## REQUIRED WORK:
Omit the pictures found among the records and print everything else exactly as it stands.

## DATA FOR REVIEW:
- - - -

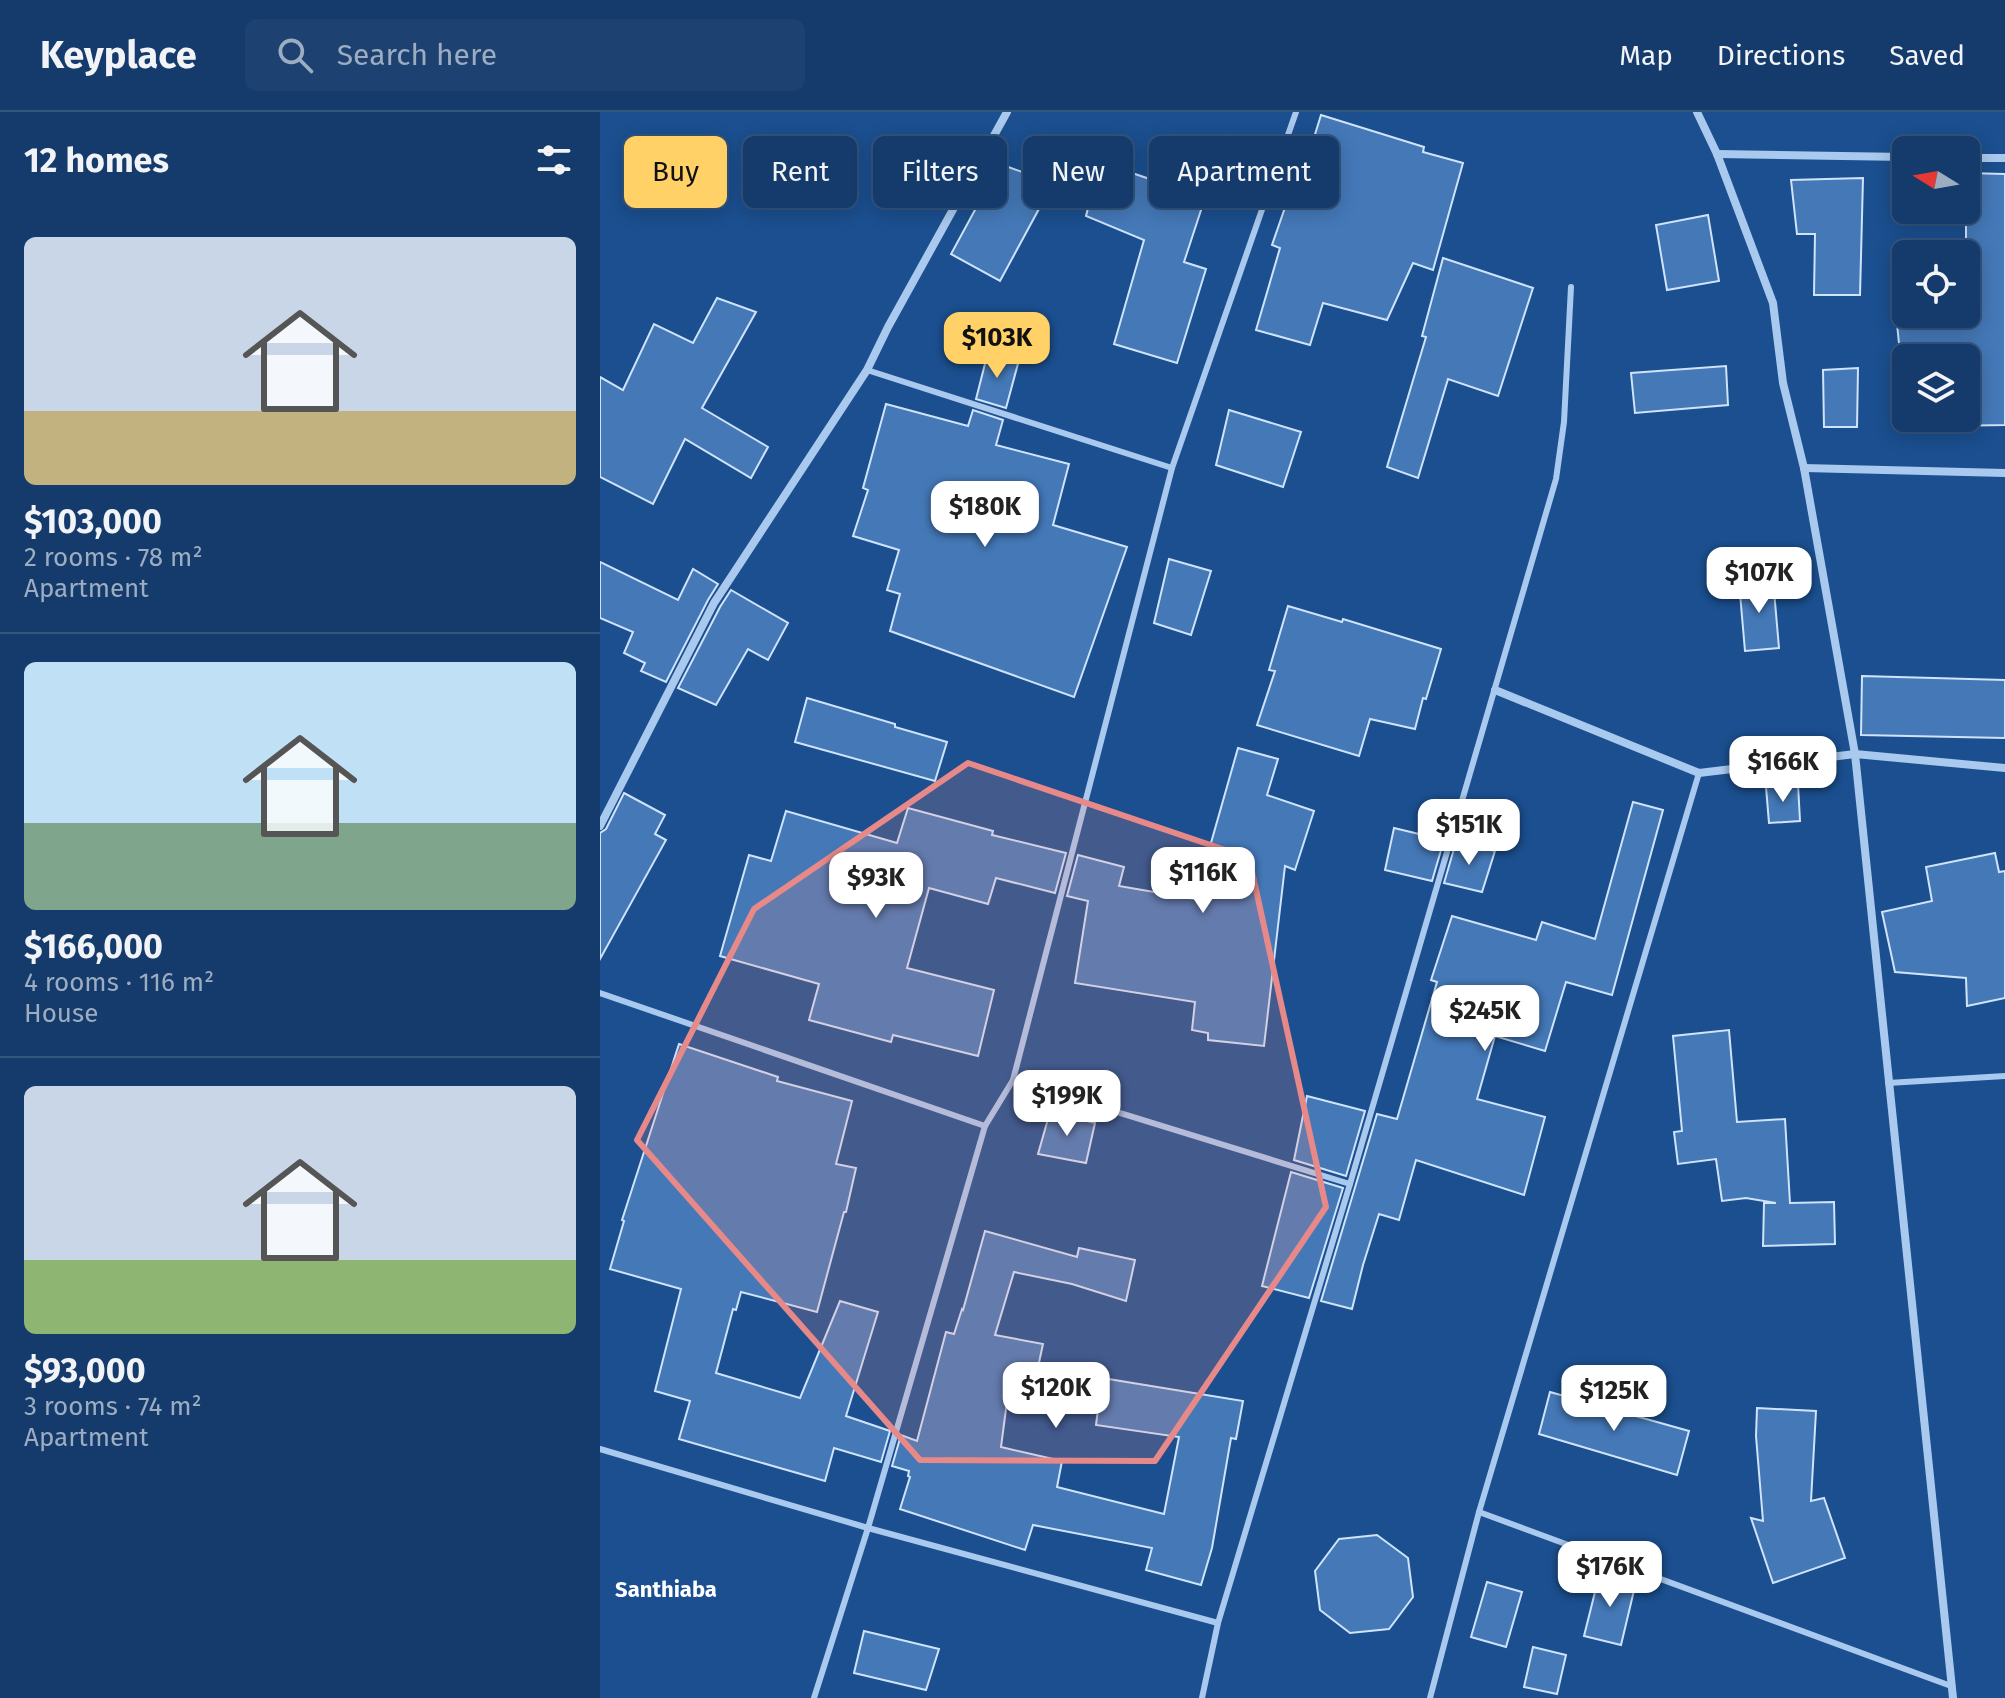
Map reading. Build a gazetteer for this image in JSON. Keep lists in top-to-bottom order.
{
  "districts": ["Santhiaba"],
  "north": "left",
  "page": {
    "header": "Keyplace",
    "search": "Search here",
    "nav": ["Map", "Directions", "Saved"],
    "heading": "12 homes",
    "chip": [
      "Buy",
      "Rent",
      "Filters",
      "New",
      "Apartment"
    ],
    "list": [
      {
        "name": "$103,000",
        "note": "2 rooms · 78 m² · Apartment"
      },
      {
        "name": "$166,000",
        "note": "4 rooms · 116 m² · House"
      },
      {
        "name": "$93,000",
        "note": "3 rooms · 74 m² · Apartment"
      }
    ],
    "price": [
      "$103K",
      "$180K",
      "$107K",
      "$166K",
      "$151K",
      "$116K",
      "$93K",
      "$245K",
      "$199K",
      "$120K",
      "$125K",
      "$176K"
    ]
  }
}
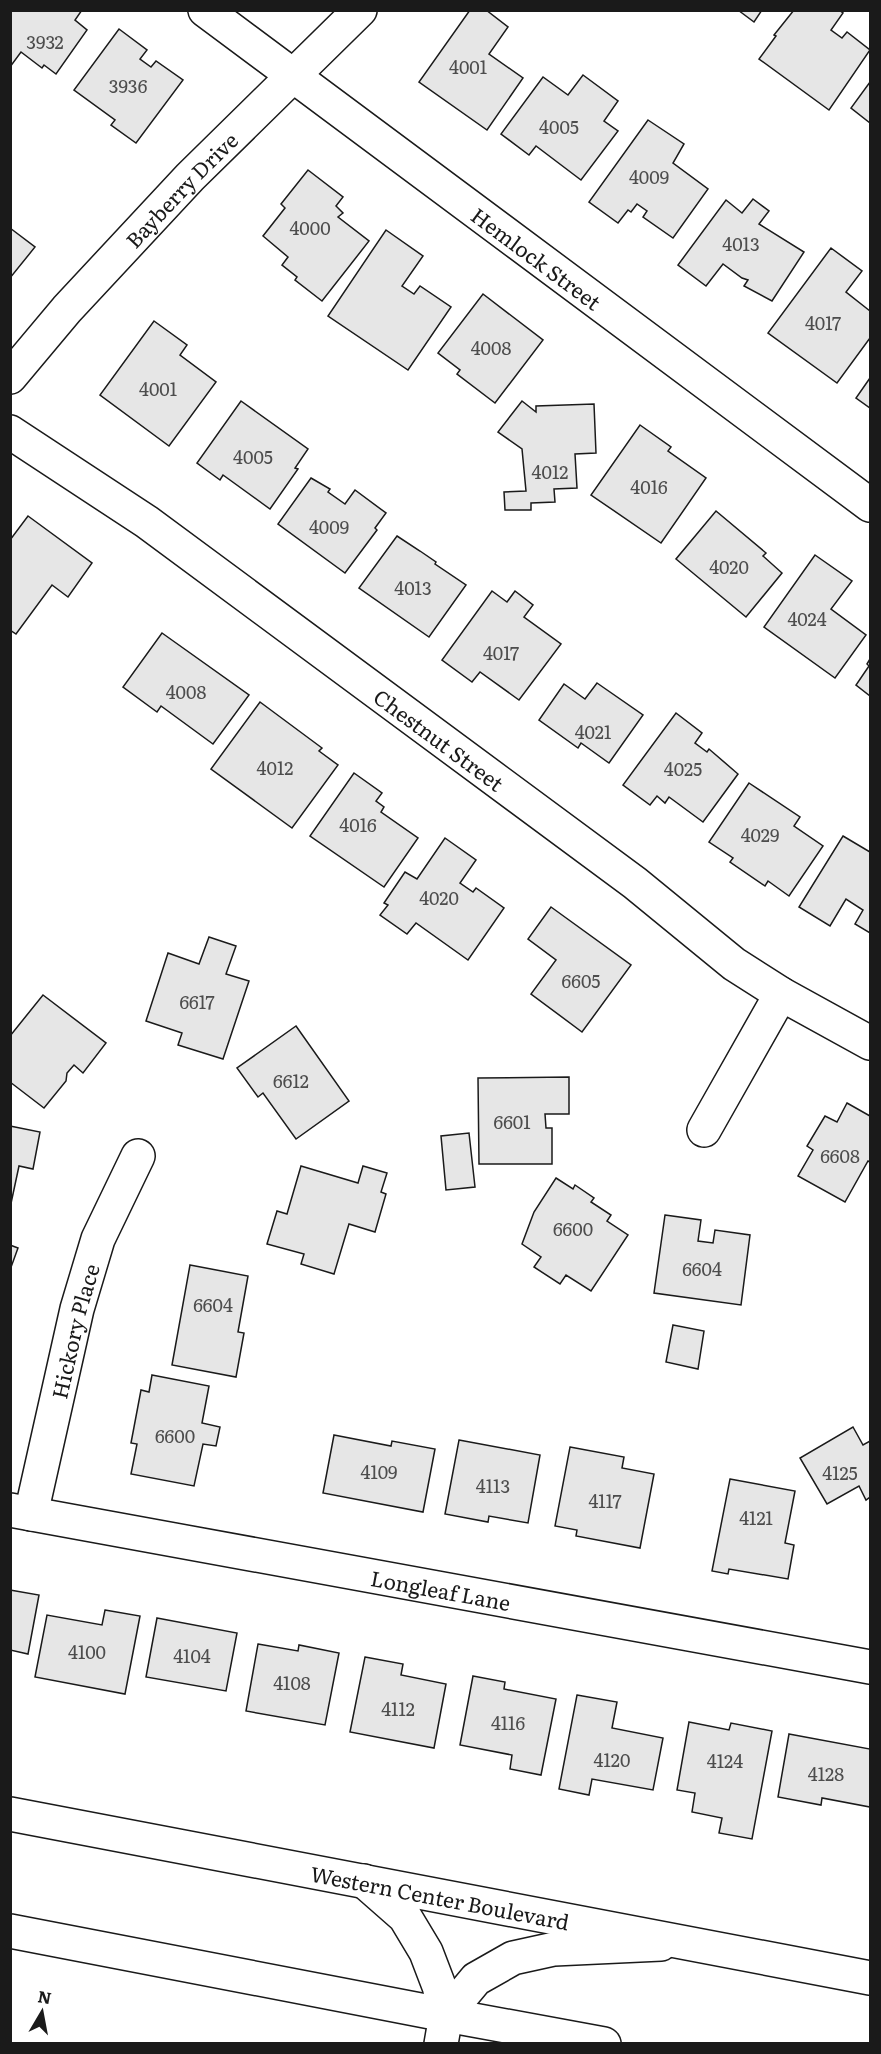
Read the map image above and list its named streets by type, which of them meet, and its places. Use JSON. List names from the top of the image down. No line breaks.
{"streets":{"street":["Bayberry Drive","Hemlock Street","Chestnut Street","Hickory Place","Longleaf Lane","Western Center Boulevard"]},"crossings":[["Bayberry Drive","Hemlock Street"],["Hickory Place","Longleaf Lane"]],"house_numbers":["3932","4001","3936","4005","4009","4000","4013","4017","4008","4001","4005","4012","4016","4009","4020","4013","4024","4017","4008","4021","4012","4025","4016","4029","4020","6605","6617","6612","6601","6608","6600","6604","6604","6600","4109","4125","4113","4117","4121","4100","4104","4108","4112","4116","4120","4124","4128"],"north":"top"}
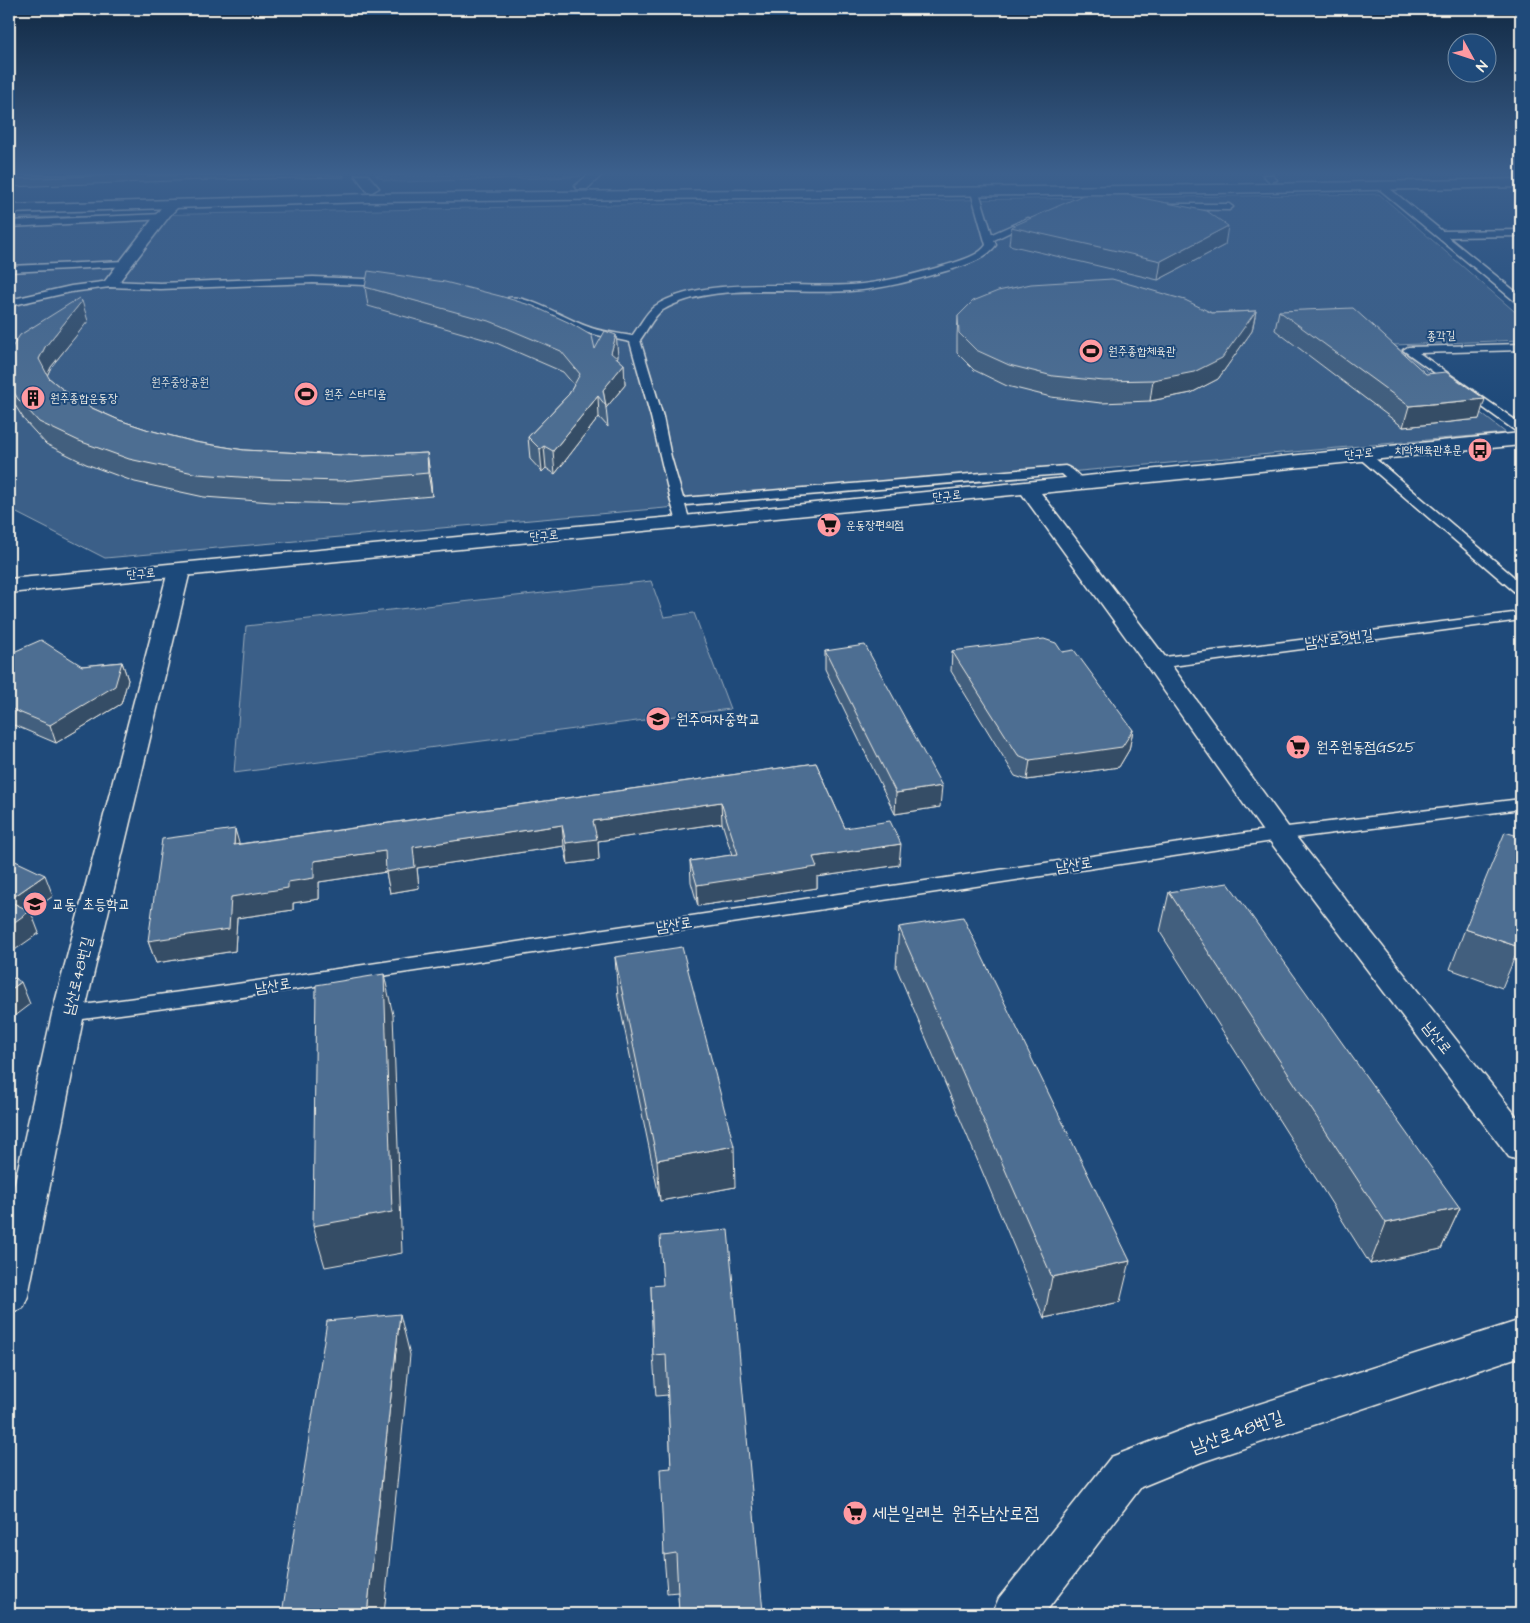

- - - -

## EXERCISE ANSWER:
Map reading. Build a gazetteer for this image in JSON. Keep lists in top-to-bottom order.
{
  "districts": ["Santhiaba"],
  "north": "left",
  "page": {
    "header": "Keyplace",
    "search": "Search here",
    "nav": ["Map", "Directions", "Saved"],
    "heading": "12 homes",
    "chip": [
      "Buy",
      "Rent",
      "Filters",
      "New",
      "Apartment"
    ],
    "list": [
      {
        "name": "$103,000",
        "note": "2 rooms · 78 m² · Apartment"
      },
      {
        "name": "$166,000",
        "note": "4 rooms · 116 m² · House"
      },
      {
        "name": "$93,000",
        "note": "3 rooms · 74 m² · Apartment"
      }
    ],
    "price": [
      "$103K",
      "$180K",
      "$107K",
      "$166K",
      "$151K",
      "$116K",
      "$93K",
      "$245K",
      "$199K",
      "$120K",
      "$125K",
      "$176K"
    ]
  }
}
Read the map image above and list its named streets by type, which of them meet, and its places. Use JSON. List names from the top of the image down. No line breaks.
{"streets":{"street":["Bayberry Drive","Hemlock Street","Chestnut Street","Hickory Place","Longleaf Lane","Western Center Boulevard"]},"crossings":[["Bayberry Drive","Hemlock Street"],["Hickory Place","Longleaf Lane"]],"house_numbers":["3932","4001","3936","4005","4009","4000","4013","4017","4008","4001","4005","4012","4016","4009","4020","4013","4024","4017","4008","4021","4012","4025","4016","4029","4020","6605","6617","6612","6601","6608","6600","6604","6604","6600","4109","4125","4113","4117","4121","4100","4104","4108","4112","4116","4120","4124","4128"],"north":"top"}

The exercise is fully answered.